EXERCISE MATERIAL:
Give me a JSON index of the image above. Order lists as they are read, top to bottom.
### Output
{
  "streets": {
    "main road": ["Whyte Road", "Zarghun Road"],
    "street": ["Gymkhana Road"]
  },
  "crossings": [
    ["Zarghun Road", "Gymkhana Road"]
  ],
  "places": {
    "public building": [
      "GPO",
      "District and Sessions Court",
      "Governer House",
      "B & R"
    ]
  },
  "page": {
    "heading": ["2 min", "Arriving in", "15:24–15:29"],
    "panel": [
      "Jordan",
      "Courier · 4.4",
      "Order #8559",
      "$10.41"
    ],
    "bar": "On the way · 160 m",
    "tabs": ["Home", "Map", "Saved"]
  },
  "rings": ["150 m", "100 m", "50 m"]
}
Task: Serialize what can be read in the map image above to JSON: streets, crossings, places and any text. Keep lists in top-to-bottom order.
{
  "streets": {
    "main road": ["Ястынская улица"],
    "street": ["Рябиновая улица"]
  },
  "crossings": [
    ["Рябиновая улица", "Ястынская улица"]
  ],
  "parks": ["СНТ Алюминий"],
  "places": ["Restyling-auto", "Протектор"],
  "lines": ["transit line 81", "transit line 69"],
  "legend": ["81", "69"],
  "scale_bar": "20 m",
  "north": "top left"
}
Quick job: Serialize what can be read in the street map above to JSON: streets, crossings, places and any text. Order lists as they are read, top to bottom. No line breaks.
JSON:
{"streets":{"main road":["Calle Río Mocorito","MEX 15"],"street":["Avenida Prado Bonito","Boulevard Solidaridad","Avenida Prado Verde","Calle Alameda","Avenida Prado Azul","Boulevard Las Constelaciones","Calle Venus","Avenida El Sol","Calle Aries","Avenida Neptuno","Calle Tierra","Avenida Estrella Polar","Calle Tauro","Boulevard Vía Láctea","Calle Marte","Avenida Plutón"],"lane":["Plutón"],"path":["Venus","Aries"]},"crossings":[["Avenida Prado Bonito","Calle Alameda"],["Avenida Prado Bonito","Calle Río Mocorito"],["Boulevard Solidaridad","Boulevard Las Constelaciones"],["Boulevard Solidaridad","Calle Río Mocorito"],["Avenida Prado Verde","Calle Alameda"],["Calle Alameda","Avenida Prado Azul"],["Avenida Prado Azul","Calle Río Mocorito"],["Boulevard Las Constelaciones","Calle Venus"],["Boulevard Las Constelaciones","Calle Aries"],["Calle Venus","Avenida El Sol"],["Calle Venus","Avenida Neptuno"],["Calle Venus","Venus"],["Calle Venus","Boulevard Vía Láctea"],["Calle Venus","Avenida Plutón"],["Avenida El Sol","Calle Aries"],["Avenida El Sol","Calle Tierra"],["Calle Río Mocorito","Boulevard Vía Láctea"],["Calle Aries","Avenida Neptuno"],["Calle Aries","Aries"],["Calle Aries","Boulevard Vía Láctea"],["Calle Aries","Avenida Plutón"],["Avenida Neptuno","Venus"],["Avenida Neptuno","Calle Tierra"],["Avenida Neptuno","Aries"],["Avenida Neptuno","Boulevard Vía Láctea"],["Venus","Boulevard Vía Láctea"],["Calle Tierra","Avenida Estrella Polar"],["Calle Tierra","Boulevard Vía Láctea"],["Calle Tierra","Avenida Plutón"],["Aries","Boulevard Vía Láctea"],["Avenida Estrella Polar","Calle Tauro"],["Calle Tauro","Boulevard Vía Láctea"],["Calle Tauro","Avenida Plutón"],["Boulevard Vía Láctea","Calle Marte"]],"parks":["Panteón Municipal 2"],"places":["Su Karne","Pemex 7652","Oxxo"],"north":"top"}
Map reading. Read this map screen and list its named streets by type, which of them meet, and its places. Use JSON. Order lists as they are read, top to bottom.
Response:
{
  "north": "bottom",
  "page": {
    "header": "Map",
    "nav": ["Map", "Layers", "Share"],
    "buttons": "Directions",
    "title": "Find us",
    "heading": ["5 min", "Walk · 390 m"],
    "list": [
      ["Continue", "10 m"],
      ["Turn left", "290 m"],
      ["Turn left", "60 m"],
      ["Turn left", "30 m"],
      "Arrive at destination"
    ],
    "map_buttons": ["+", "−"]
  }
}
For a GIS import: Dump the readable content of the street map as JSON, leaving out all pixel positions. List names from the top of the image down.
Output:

AIM OF THE TASK: A verbatim copy of all the entries is the expected result.

TASK ANSWER:
Give me a JSON index of the image above. Order lists as they are read, top to bottom.
### Output
{
  "streets": {
    "main road": ["Whyte Road", "Zarghun Road"],
    "street": ["Gymkhana Road"]
  },
  "crossings": [
    ["Zarghun Road", "Gymkhana Road"]
  ],
  "places": {
    "public building": [
      "GPO",
      "District and Sessions Court",
      "Governer House",
      "B & R"
    ]
  },
  "page": {
    "heading": ["2 min", "Arriving in", "15:24–15:29"],
    "panel": [
      "Jordan",
      "Courier · 4.4",
      "Order #8559",
      "$10.41"
    ],
    "bar": "On the way · 160 m",
    "tabs": ["Home", "Map", "Saved"]
  },
  "rings": ["150 m", "100 m", "50 m"]
}
Task: Serialize what can be read in the map image above to JSON: streets, crossings, places and any text. Keep lists in top-to-bottom order.
{
  "streets": {
    "main road": ["Ястынская улица"],
    "street": ["Рябиновая улица"]
  },
  "crossings": [
    ["Рябиновая улица", "Ястынская улица"]
  ],
  "parks": ["СНТ Алюминий"],
  "places": ["Restyling-auto", "Протектор"],
  "lines": ["transit line 81", "transit line 69"],
  "legend": ["81", "69"],
  "scale_bar": "20 m",
  "north": "top left"
}
Quick job: Serialize what can be read in the street map above to JSON: streets, crossings, places and any text. Order lists as they are read, top to bottom. No line breaks.
JSON:
{"streets":{"main road":["Calle Río Mocorito","MEX 15"],"street":["Avenida Prado Bonito","Boulevard Solidaridad","Avenida Prado Verde","Calle Alameda","Avenida Prado Azul","Boulevard Las Constelaciones","Calle Venus","Avenida El Sol","Calle Aries","Avenida Neptuno","Calle Tierra","Avenida Estrella Polar","Calle Tauro","Boulevard Vía Láctea","Calle Marte","Avenida Plutón"],"lane":["Plutón"],"path":["Venus","Aries"]},"crossings":[["Avenida Prado Bonito","Calle Alameda"],["Avenida Prado Bonito","Calle Río Mocorito"],["Boulevard Solidaridad","Boulevard Las Constelaciones"],["Boulevard Solidaridad","Calle Río Mocorito"],["Avenida Prado Verde","Calle Alameda"],["Calle Alameda","Avenida Prado Azul"],["Avenida Prado Azul","Calle Río Mocorito"],["Boulevard Las Constelaciones","Calle Venus"],["Boulevard Las Constelaciones","Calle Aries"],["Calle Venus","Avenida El Sol"],["Calle Venus","Avenida Neptuno"],["Calle Venus","Venus"],["Calle Venus","Boulevard Vía Láctea"],["Calle Venus","Avenida Plutón"],["Avenida El Sol","Calle Aries"],["Avenida El Sol","Calle Tierra"],["Calle Río Mocorito","Boulevard Vía Láctea"],["Calle Aries","Avenida Neptuno"],["Calle Aries","Aries"],["Calle Aries","Boulevard Vía Láctea"],["Calle Aries","Avenida Plutón"],["Avenida Neptuno","Venus"],["Avenida Neptuno","Calle Tierra"],["Avenida Neptuno","Aries"],["Avenida Neptuno","Boulevard Vía Láctea"],["Venus","Boulevard Vía Láctea"],["Calle Tierra","Avenida Estrella Polar"],["Calle Tierra","Boulevard Vía Láctea"],["Calle Tierra","Avenida Plutón"],["Aries","Boulevard Vía Láctea"],["Avenida Estrella Polar","Calle Tauro"],["Calle Tauro","Boulevard Vía Láctea"],["Calle Tauro","Avenida Plutón"],["Boulevard Vía Láctea","Calle Marte"]],"parks":["Panteón Municipal 2"],"places":["Su Karne","Pemex 7652","Oxxo"],"north":"top"}
Map reading. Read this map screen and list its named streets by type, which of them meet, and its places. Use JSON. Order lists as they are read, top to bottom.
Response:
{
  "north": "bottom",
  "page": {
    "header": "Map",
    "nav": ["Map", "Layers", "Share"],
    "buttons": "Directions",
    "title": "Find us",
    "heading": ["5 min", "Walk · 390 m"],
    "list": [
      ["Continue", "10 m"],
      ["Turn left", "290 m"],
      ["Turn left", "60 m"],
      ["Turn left", "30 m"],
      "Arrive at destination"
    ],
    "map_buttons": ["+", "−"]
  }
}
For a GIS import: Dump the readable content of the street map as JSON, leaving out all pixel positions. List names from the top of the image down.
Output:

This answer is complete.